_DATA FOR ANALYSIS_
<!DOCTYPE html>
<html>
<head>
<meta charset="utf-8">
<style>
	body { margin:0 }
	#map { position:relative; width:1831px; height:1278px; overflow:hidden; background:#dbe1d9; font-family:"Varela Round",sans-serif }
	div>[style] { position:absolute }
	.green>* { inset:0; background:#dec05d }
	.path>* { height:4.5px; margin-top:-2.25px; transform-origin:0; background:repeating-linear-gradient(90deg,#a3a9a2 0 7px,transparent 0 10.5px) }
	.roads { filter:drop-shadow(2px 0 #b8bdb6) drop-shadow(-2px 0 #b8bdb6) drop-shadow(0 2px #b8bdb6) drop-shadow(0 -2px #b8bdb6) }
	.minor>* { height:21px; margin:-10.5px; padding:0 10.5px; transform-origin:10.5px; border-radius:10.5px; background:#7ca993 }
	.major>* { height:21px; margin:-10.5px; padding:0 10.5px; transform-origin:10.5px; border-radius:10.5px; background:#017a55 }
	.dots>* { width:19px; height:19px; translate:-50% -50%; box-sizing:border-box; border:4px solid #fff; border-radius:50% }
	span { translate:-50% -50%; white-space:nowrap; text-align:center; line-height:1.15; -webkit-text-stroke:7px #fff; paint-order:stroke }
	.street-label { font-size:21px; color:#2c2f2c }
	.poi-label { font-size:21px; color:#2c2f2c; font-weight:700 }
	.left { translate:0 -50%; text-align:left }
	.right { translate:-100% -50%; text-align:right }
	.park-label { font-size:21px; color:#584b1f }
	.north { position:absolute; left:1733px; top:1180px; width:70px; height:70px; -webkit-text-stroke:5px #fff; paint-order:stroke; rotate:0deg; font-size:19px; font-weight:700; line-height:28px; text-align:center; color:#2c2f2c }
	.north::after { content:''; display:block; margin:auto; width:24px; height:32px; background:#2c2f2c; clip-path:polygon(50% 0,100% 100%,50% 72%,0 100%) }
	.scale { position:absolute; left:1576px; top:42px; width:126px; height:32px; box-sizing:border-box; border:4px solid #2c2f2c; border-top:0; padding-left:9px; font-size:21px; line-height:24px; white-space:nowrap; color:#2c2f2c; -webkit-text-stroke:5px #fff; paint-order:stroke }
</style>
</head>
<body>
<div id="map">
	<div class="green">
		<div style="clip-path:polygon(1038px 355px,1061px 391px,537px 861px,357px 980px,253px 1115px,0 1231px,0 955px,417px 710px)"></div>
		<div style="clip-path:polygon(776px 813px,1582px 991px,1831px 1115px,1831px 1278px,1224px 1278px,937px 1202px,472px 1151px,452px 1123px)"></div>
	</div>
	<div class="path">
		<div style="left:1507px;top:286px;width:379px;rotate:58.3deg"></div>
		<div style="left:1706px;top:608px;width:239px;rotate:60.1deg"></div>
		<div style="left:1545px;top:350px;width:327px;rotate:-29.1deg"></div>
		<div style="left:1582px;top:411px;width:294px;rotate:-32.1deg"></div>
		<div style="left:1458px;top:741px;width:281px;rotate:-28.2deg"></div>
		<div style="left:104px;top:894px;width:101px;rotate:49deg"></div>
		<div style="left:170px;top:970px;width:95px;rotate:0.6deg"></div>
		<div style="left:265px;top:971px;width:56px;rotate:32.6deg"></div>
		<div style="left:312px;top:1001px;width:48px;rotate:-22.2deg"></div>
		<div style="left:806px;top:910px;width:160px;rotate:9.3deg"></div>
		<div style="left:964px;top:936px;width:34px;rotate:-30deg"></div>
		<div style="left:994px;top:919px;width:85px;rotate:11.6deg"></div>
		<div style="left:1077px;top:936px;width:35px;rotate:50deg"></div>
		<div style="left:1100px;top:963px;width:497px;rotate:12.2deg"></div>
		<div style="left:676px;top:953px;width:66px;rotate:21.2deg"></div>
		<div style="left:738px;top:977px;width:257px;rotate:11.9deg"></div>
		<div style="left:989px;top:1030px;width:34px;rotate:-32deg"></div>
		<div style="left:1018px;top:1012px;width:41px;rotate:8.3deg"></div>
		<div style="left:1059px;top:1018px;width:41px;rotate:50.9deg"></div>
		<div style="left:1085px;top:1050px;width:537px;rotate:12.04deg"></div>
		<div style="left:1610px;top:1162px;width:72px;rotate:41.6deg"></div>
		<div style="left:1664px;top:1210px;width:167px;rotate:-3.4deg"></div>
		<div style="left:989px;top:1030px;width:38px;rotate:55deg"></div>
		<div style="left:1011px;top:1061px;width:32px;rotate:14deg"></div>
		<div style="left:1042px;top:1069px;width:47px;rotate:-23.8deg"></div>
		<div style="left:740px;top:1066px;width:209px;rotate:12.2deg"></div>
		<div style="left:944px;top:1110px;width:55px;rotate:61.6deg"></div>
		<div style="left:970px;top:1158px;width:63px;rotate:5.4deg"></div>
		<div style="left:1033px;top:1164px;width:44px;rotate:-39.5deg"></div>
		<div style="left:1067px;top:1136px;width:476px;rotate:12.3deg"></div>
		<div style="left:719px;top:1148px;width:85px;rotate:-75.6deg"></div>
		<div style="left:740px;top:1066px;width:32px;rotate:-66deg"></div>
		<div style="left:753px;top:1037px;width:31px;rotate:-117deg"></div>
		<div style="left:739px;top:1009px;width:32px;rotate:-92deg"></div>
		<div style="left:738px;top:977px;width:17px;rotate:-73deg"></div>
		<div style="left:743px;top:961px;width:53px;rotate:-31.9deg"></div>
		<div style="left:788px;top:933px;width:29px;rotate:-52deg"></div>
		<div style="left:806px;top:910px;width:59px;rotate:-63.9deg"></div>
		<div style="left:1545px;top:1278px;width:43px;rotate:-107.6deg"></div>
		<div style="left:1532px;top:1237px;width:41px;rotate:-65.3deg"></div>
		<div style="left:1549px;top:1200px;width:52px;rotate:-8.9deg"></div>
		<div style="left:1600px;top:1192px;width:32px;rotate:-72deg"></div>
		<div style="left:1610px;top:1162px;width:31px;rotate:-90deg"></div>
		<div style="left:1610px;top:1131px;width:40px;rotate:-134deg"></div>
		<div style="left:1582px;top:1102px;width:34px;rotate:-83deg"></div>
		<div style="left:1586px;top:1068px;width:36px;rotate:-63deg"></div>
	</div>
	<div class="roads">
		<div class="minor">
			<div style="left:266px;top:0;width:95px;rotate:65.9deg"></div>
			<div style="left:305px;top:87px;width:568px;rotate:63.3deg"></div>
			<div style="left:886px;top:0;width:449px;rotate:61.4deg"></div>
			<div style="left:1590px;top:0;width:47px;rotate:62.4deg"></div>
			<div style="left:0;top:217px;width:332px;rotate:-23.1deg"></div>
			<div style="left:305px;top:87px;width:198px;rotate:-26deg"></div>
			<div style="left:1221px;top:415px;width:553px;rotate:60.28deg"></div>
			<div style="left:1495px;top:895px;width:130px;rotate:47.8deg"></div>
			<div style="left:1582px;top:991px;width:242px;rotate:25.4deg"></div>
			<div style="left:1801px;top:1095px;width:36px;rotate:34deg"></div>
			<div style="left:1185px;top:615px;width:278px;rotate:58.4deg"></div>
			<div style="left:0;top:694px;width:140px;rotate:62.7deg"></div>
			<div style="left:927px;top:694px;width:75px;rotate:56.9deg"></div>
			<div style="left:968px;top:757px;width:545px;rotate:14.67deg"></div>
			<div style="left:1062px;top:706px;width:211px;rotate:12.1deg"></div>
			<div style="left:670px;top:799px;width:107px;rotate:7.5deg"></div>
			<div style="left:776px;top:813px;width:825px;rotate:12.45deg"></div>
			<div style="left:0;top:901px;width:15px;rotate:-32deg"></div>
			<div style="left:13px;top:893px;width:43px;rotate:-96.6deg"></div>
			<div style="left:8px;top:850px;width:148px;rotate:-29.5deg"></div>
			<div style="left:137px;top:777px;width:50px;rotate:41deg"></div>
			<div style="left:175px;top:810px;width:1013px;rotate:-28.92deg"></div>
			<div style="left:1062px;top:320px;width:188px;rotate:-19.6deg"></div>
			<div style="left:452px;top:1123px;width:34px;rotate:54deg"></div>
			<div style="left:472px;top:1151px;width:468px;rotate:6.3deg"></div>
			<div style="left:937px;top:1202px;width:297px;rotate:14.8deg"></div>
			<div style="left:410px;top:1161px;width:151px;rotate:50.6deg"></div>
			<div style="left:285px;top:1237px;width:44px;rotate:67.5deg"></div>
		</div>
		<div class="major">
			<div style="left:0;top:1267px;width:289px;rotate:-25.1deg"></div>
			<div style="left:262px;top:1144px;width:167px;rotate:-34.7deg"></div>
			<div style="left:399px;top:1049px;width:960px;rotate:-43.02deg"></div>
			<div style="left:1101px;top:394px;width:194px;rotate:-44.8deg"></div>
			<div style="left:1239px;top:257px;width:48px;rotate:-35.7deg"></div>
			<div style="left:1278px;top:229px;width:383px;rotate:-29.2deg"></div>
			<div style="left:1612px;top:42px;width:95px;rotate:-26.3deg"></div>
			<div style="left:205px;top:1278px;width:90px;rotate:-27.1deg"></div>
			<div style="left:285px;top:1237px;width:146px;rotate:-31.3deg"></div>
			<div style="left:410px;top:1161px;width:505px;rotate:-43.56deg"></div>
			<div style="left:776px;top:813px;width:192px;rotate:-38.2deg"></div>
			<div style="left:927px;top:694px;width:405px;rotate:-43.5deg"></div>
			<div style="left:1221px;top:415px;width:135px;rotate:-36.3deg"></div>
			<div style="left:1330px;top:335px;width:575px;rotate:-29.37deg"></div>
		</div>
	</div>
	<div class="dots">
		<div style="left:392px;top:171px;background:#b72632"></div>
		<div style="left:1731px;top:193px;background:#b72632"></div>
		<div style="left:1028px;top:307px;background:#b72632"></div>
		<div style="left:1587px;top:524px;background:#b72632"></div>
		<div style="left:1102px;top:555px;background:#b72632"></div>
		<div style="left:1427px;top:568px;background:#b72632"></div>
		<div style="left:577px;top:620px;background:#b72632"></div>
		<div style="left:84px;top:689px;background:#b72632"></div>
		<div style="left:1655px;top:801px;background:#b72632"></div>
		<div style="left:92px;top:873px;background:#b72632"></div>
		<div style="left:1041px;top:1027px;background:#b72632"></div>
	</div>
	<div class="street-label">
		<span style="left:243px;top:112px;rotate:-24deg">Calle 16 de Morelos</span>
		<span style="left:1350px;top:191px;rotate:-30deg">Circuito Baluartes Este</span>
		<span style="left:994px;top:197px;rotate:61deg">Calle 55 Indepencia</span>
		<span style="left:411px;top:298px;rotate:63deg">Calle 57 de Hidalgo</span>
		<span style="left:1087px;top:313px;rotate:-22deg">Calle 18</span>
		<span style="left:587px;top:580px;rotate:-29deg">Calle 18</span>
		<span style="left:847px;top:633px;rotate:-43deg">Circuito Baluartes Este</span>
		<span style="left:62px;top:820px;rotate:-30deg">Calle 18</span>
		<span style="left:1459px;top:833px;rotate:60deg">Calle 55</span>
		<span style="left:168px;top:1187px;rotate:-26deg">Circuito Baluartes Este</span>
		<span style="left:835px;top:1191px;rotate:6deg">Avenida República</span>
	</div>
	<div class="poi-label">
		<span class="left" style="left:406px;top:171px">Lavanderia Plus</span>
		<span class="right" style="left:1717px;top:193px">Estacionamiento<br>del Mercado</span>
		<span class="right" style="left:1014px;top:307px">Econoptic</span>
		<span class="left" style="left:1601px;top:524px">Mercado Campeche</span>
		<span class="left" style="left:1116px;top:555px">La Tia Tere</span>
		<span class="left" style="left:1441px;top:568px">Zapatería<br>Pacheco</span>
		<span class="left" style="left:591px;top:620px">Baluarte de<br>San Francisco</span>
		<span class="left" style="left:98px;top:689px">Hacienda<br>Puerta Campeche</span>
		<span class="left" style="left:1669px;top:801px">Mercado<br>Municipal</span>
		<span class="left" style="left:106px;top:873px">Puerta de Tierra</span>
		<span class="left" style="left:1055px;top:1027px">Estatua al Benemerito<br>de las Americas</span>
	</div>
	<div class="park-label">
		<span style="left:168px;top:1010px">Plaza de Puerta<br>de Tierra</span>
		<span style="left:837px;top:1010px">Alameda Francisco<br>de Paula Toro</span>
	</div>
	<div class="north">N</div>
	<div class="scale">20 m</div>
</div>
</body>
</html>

_YOUR OBJECTIVE_
Only the number is needed here: how many lines of the records contain "solid"?

_WRITTEN RESPONSE_
2